4. Junto al rescoldo, terminado el almuerzo, Jesús pide tres veces a Pedro si le ama más que nadie. ¿Recordaría Pedro cuando se calentaba en el patio del gran sacerdote negando que fuera discípulo del Maestro de Nazaret? Ahora repite tres veces que sí que lo ama y Jesús lo sabe mejor que él. Pero era la condición indispensable para que se hiciera cargo de la misión que Jesús le confía: Pedro, demuestra que me amas, haciendo de pastor de mi rebaño, ocupándote de los hermanos y hermanas que Yo tanto quiero.

5. Jesús se lo repite tres veces. Se trata de un testamento. Antiguamente el testador podía hacer un testamento válido repitiendo tres veces ante testigos su última voluntad. Pedro lo acepta, no como un poder sino como como un servicio, como el mismo Jesús que no ha venido a ser servido sino a servir entregándose a sí mismo humilde y generosamente.

6. Más adelante, Pedro, ya experimentado, recomendará a quienes dentro de la comunidad cristiana ejercen el oficio de pastores: Velad por quienes os han confiado, de buen grado, a la manera de Dios. Nunca por dinero, sino desinteresadamente. Ni tiránicamente. No, nada de esto. Sed más bien el modelo de vuestra comunidad. Como Jesús.

7. Pedro, declarado pastor, continúa perteneciendo al único Pastor: Sígueme. Es la invitación que ya había recibido al principio junto al lago de Galilea y que continúa resonando en todos los momentos de su vida. Y de nuestra vida.

8. Jesús da a Pedro una advertencia que le abrirá el sentido de su vida. Cuando eras joven... hacías y hacías y hacías. Era tu manera de servir. Cuando seas mayor, ya no podrás hacer ni dar cosas. Solo podrás ser lo que eres y poco más. Y dependerás de los otros para las cosas más elementales. Incluso estarás en una cruz como Yo. Pues mira, cuando llegue este momento en que no puedas hacer ni dar nada, todavía quedas tú. También glorificarás a Dios poniendo en sus manos todo lo que eres.

9. Glorificamos a Dios mientras trabajamos por él en el servicio de nuestros hermanos. Cuando las limitaciones de la salud o de la vejez nos saquen de la circulación, todavía podremos dar a Dios y a los hermanos lo que más esperan de nosotros: nuestro corazón, nuestro amor, nuestra plegaria, nuestra sonrisa, nuestro agradecimiento, nuestra presencia. ¡Ojalá!

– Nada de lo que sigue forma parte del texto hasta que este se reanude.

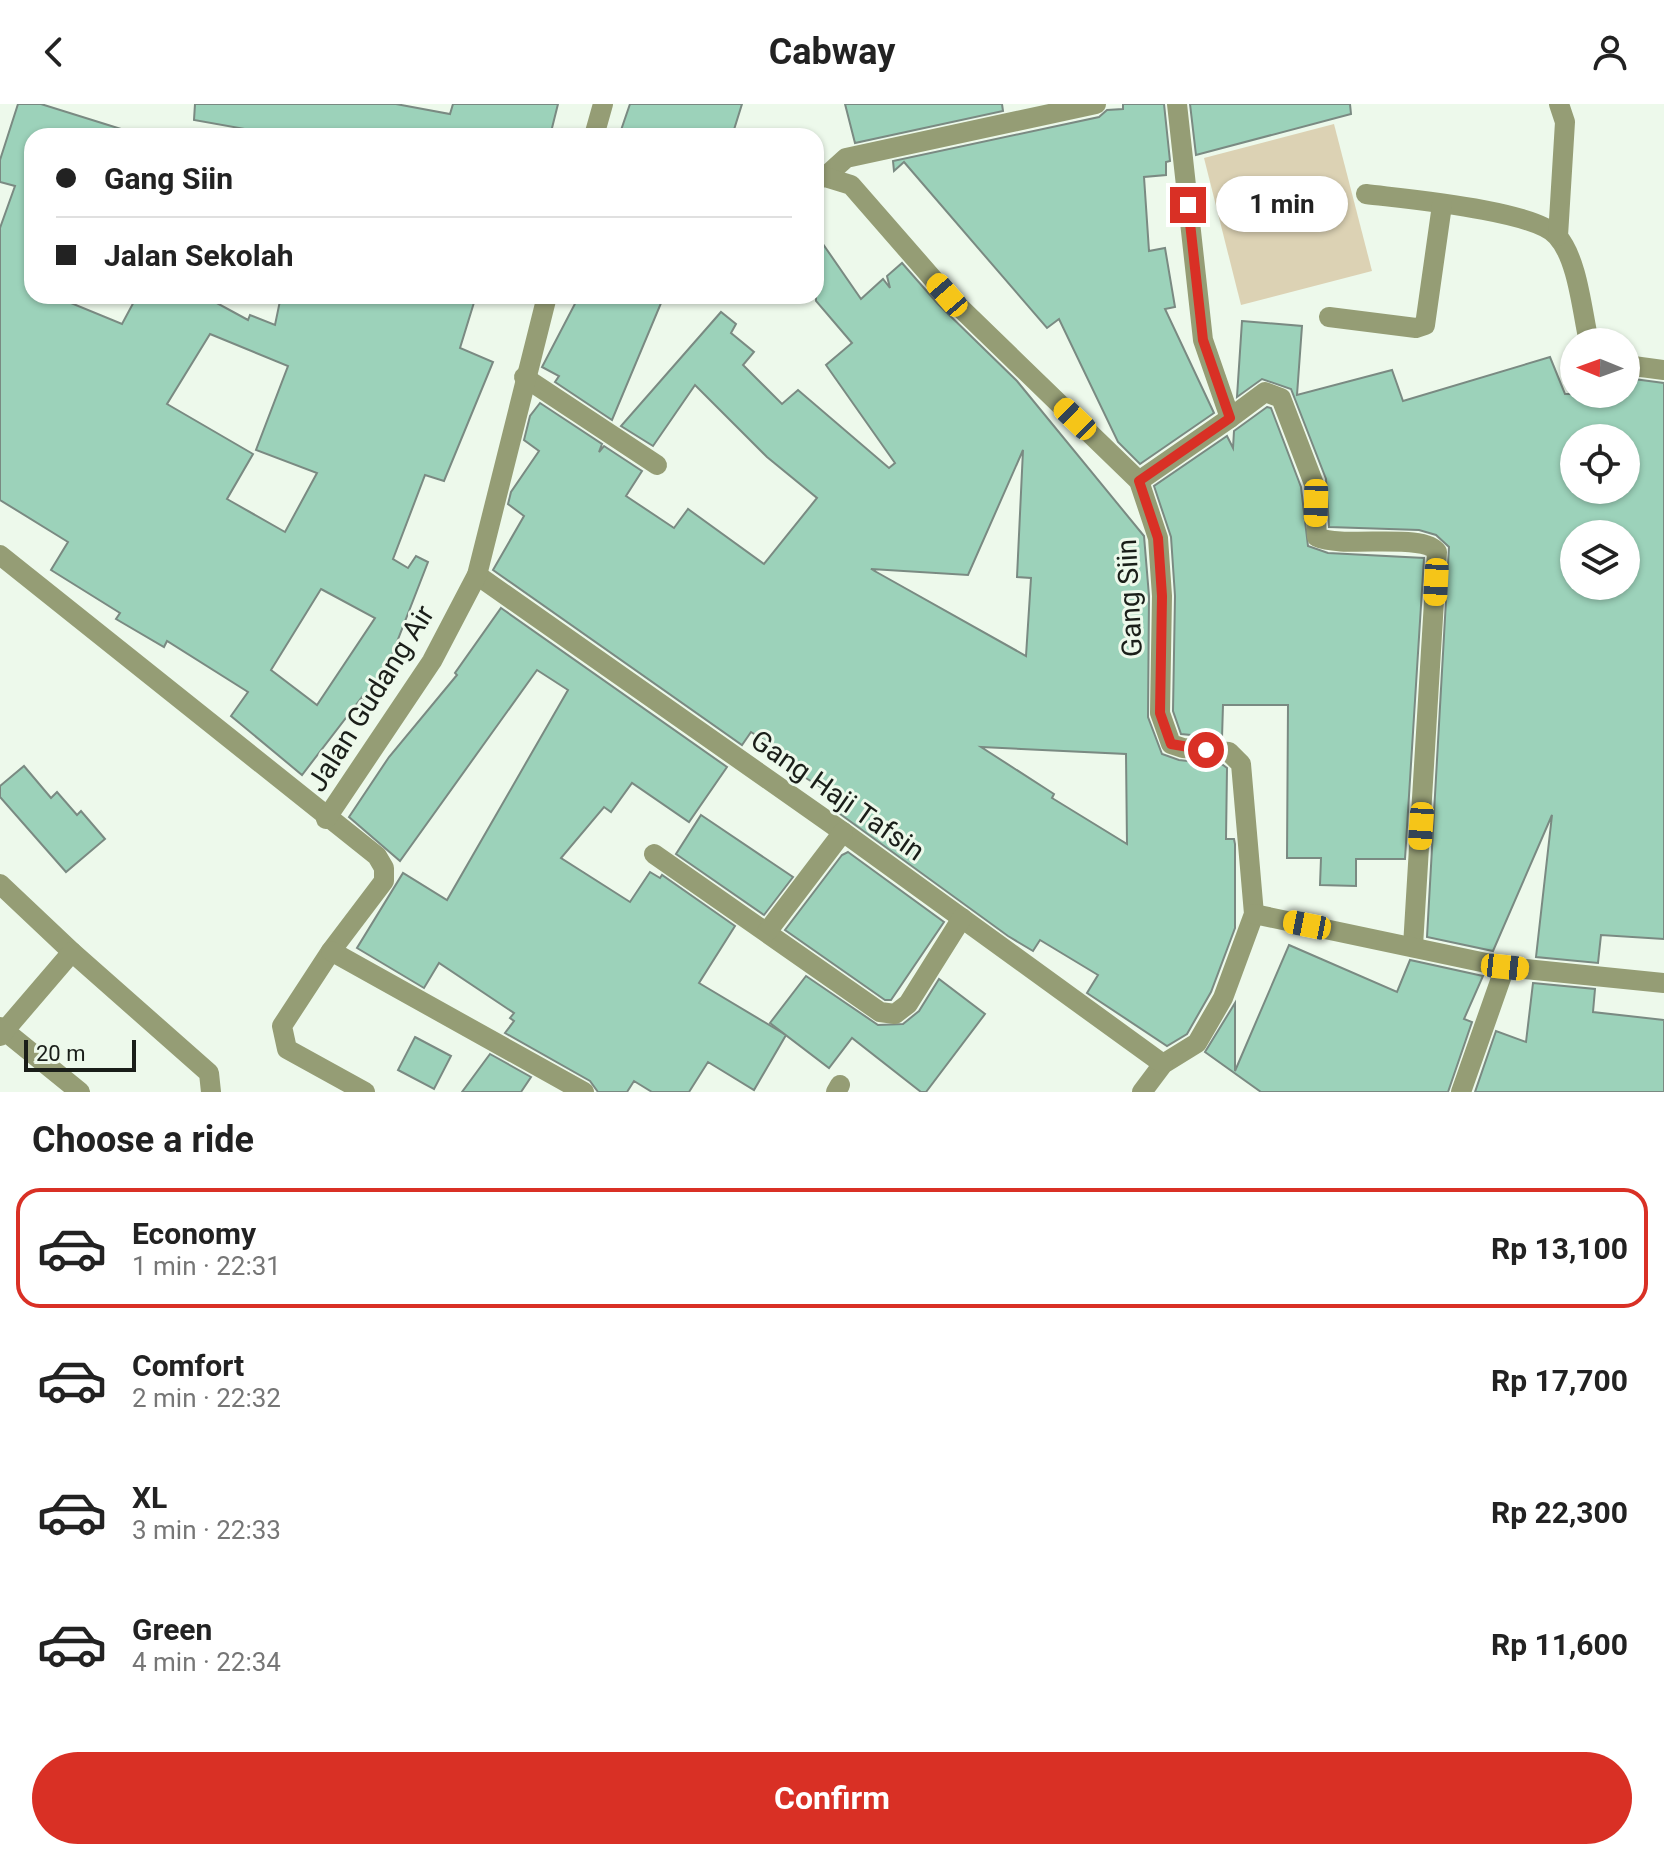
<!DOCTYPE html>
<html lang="en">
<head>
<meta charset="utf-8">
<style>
  :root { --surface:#fff; --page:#f2f2f2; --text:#222; --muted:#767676; --line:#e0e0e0; --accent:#d93025 }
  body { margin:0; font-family:Roboto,sans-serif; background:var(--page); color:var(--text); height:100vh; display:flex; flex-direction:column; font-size:30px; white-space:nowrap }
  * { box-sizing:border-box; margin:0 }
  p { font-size:26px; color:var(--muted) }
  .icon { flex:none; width:44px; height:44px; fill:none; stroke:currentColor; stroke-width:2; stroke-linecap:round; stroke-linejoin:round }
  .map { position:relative; height:988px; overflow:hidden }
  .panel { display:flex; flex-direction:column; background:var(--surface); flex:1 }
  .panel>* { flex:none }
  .banner { position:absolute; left:24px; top:24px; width:800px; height:176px; border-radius:24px; box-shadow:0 2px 6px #0004; display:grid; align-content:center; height:176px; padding:0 32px; background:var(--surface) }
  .needle { width:52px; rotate:271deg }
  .fabs { position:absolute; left:1560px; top:224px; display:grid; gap:16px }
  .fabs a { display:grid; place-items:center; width:80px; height:80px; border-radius:50%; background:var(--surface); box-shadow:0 2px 6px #0004; font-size:40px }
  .scale { position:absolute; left:24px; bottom:20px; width:112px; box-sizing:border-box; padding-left:8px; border:4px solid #1a1e19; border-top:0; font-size:22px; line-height:28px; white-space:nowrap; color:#1a1e19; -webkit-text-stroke:6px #edf9eb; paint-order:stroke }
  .end { position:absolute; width:36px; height:36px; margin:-18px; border:10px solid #d93025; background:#fff; box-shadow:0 0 0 4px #fff }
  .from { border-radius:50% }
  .bubble { position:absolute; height:56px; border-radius:28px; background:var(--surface); box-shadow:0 2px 6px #0004; font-size:26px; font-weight:700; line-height:56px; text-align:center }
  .car { position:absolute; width:24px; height:48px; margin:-24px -12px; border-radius:10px; box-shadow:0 0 6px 2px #0007; background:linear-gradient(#f5c518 24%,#345 0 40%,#f5c518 0 76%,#345 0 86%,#f5c518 0) }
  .banner b { display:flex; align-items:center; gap:28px; height:76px; font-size:30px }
  .banner b+b { border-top:2px solid var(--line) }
  .banner i { width:20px; height:20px; background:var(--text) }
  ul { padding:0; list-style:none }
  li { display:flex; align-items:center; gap:24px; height:120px; margin:0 16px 12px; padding:0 16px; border:4px solid transparent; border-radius:24px }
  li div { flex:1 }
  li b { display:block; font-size:30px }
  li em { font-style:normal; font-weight:700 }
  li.active { border-color:var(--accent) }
  li>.icon { width:72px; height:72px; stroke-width:1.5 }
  h2 { padding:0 32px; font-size:36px; line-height:96px }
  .primary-button { display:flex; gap:16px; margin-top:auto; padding:16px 32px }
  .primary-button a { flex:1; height:92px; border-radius:48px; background:var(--accent); color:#fff; font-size:32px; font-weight:700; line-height:92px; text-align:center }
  header { display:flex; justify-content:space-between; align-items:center; height:104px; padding:0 32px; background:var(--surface); font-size:36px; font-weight:700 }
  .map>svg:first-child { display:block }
  .green { fill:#dcd2b4 }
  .building { fill:#9cd2ba; stroke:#7a8a82; stroke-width:2; fill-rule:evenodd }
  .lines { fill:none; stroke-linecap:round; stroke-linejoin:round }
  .minor { stroke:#959d75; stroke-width:20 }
  .route { stroke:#d93025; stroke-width:10 }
  .labels { text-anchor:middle; stroke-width:6; stroke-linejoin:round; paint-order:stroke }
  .street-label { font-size:28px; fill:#1a1e19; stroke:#edf9eb }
</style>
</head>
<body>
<header><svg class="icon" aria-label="back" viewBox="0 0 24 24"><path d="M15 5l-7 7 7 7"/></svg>Cabway<svg class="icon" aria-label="person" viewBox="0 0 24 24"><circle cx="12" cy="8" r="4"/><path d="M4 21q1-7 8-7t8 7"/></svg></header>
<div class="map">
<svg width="1664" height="988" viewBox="0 0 1664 988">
  <rect width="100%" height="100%" fill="#edf9eb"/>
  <!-- green -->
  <path class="green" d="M1334,20L1372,167L1241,201L1204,54Z"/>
  <!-- building -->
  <g class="building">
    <path d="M18,0H41L121,25L120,32H32V192H54L122,220L137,192H204L248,216L250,211L275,221L281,192H476L460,244L493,258L444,377L425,371L393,455L408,464L416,452L428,458L388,561L364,595L362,593L302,671L231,612L248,588L167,537L164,543L116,515L120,509L51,466L68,438L0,396V124L15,82L0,78V56ZM210,230L288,262L256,346L317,369L285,428L227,395L253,350L167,300ZM321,485L375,514L317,601L271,566Z"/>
    <path d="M195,0H396L450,10L453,0H558L550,32H285L194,16Z"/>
    <path d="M630,0H742L732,32H619Z"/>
    <path d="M845,0H1002L1003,7L855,39Z"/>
    <path d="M1123,0H1164L1170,57L1166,58V71L1144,73L1149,147L1165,144L1175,203L1165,205L1214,309L1140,360L1118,338L1059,215L1047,224L904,58L894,67L893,57L1099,13L1107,6L1123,5Z"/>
    <path d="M1190,0H1350L1351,10L1196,51Z"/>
    <path d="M816,130L861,195L883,175L890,184L887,172L902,159L938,200L1017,277L1144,432L1149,492L1148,613L1162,650L1179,656L1223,661L1227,664L1226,735H1234L1235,740V824L1211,888L1187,930L1167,942L1087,889L1098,871L1040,836L1033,847L1008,832L836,707L843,697L801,671L806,663L751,628L742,641L493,466L524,412L508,400L511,388L539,347L524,336L530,312L540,299L602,340L599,348L604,342L642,367L626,392L674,424L688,405L764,460L817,394L767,353L695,281L653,342L621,322L721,208L736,220L731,229L754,248L743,261L782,300L798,286L889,364L895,359L826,261L852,239L816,197ZM1023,346L1017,473L1031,474L1026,552L871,465L968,471ZM981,643L1126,650L1127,740L1052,694L1054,690Z"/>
    <path d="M579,192H664L612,316L555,278L559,272L542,263Z"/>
    <path d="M1242,217L1302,222L1297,291L1392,266L1403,297L1550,253L1565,290H1626V274L1664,279V835L1601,831L1598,859L1536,853L1552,711L1493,847L1427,833L1449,443L1436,431L1419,426L1329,423L1326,375L1291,285L1262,275L1237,293ZM1574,334H1626V386H1574ZM1574,430H1626V482H1574Z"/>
    <path d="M1267,303L1271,304L1301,383L1308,442L1328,449L1424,454L1405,755H1356V782L1320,781L1321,754H1287L1288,601H1223L1222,634L1181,630L1173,607L1175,492L1171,433L1154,382L1227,332L1233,344L1234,327Z"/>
    <path d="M501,504L727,663L689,718L632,679L611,708L604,703L561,754L630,798L650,768L660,774L662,771L735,822L699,879L786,931L754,986L708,958L689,988H652L634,977L627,988H598L590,977L505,929L514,917L510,914L514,909L439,859L424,884L357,844L403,769L447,796L568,586L537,566L400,757L349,713L389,653L457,571L455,569Z"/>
    <path d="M24,662L51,694L57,688L77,711L81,707L105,735L66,768L0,693V682Z"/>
    <path d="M701,711L793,773L764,811L676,750Z"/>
    <path d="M848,748L944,818L891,896H885L785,826L842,751Z"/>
    <path d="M1289,841L1397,888L1410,856L1483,872L1464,915L1472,918L1448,988H1261L1205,948L1235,899V967Z"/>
    <path d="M806,872L878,921L903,920L919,907L939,875L985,910L926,988H921L852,934L829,964L770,919Z"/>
    <path d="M1533,879L1595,885L1593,908L1664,916V988H1475L1496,927L1526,938Z"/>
    <path d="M415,933L451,952L434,985L398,966Z"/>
    <path d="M490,950L531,973L521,988H462Z"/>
  </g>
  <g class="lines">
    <!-- minor -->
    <g class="minor">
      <path d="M594,32L603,0"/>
      <path d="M825,73L846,54L1096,0"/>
      <path d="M816,75L825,73L851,81L947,191L1139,377L1158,434L1162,492L1160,609L1171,640L1183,644L1229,648L1241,660L1254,810L1223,894L1197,939L1163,960L1142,988"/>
      <path d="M1366,90C1405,95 1534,106 1557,132C1578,155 1582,208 1589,238"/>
      <path d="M1558,132L1565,18L1559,0"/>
      <path d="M1329,213L1416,224L1425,221L1442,101"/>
      <path d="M1626,261L1664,266"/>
      <path d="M524,273L657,361"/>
      <path d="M1230,314L1265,288L1281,294L1314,380L1317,433C1343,445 1424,428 1437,448L1413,842"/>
      <path d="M1139,377L1230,314L1203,236L1177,0"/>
      <path d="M0,451L377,752L384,764V777L331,847L282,922L287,945L365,988"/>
      <path d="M477,471L843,728L1163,960"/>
      <path d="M326,715L432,557L477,471L547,192"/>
      <path d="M654,750L880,908L895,910L908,900L962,814"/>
      <path d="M0,780L72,848"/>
      <path d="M1254,810L1505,863L1664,879"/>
      <path d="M767,828L843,728"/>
      <path d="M331,847L584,988"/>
      <path d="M0,923L80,988"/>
      <path d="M0,932L72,848L209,969L211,988"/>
      <path d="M836,988L840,981"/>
      <path d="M1461,988L1505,863"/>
    </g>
  </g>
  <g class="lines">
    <!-- route -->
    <path class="route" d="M1188,101L1203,236L1230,314L1139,377L1158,434L1162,492L1160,609L1171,640L1206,646"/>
  </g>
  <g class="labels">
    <!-- street labels -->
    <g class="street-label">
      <text transform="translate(1129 494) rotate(-93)" y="10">Gang Siin</text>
      <text transform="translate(370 594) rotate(-58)" y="10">Jalan Gudang Air</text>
      <text transform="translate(838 691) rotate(35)" y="10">Gang Haji Tafsin</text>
    </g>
  </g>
</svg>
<div class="fabs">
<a><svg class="needle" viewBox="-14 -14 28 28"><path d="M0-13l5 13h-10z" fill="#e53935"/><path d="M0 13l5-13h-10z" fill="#767676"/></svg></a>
<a><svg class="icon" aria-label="locate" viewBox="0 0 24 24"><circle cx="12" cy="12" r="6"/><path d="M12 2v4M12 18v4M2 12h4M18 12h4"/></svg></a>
<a><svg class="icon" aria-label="layers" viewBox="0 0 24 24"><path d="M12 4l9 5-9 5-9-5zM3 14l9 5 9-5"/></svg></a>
</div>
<div class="scale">20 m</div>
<i class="end from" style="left:1206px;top:646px"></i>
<i class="end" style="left:1188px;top:101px"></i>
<div class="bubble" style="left:1216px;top:72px;width:132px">1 min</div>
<i class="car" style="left:947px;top:191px;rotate:319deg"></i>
<i class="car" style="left:1075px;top:315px;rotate:314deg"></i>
<i class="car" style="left:1316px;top:399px;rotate:181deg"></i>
<i class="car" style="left:1436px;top:478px;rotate:183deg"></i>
<i class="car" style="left:1421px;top:722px;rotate:184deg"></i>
<i class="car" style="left:1307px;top:821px;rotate:281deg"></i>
<i class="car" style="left:1505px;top:863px;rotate:96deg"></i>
<div class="banner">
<b><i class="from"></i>Gang Siin</b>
<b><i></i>Jalan Sekolah</b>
</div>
</div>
<section class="panel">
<h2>Choose a ride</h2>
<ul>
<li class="active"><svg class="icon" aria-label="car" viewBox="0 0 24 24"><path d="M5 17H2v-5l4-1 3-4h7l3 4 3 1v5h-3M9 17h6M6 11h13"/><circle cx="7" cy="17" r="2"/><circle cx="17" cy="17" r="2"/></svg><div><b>Economy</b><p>1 min · 22:31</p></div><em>Rp 13,100</em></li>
<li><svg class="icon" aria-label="car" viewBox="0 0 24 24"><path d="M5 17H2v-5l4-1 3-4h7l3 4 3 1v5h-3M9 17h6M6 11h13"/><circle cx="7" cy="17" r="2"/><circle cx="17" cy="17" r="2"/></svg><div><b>Comfort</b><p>2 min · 22:32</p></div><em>Rp 17,700</em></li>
<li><svg class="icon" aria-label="car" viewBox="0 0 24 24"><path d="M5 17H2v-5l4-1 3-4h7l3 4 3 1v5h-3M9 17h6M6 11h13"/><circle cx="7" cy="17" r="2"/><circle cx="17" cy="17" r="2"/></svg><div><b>XL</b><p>3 min · 22:33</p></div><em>Rp 22,300</em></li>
<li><svg class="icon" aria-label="car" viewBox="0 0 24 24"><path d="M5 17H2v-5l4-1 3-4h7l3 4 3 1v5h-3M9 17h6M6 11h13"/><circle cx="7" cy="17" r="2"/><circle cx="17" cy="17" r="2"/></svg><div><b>Green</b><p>4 min · 22:34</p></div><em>Rp 11,600</em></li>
</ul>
<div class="primary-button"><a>Confirm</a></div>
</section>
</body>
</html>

Jesús, clavado en la cruz, imposibilitado de hacer nada, amó, perdonó, nos dio a María como madre, nos entregó el Espíritu Santo y nos abrió su corazón. Y nos espera con los brazos abiertos. 

10. Me amas,¿ verdad? Pues ámame en las personas que trates en la familia, en el vecindario, en la oficina, en la ONG, en la calle, en los diversos quehaceres de la parroquia. Donde no hay amor, pon amor y sacarás amor. Donde no lleguen las manos y los pies llegue el corazón. Serás cómo Dios: Dios es amor.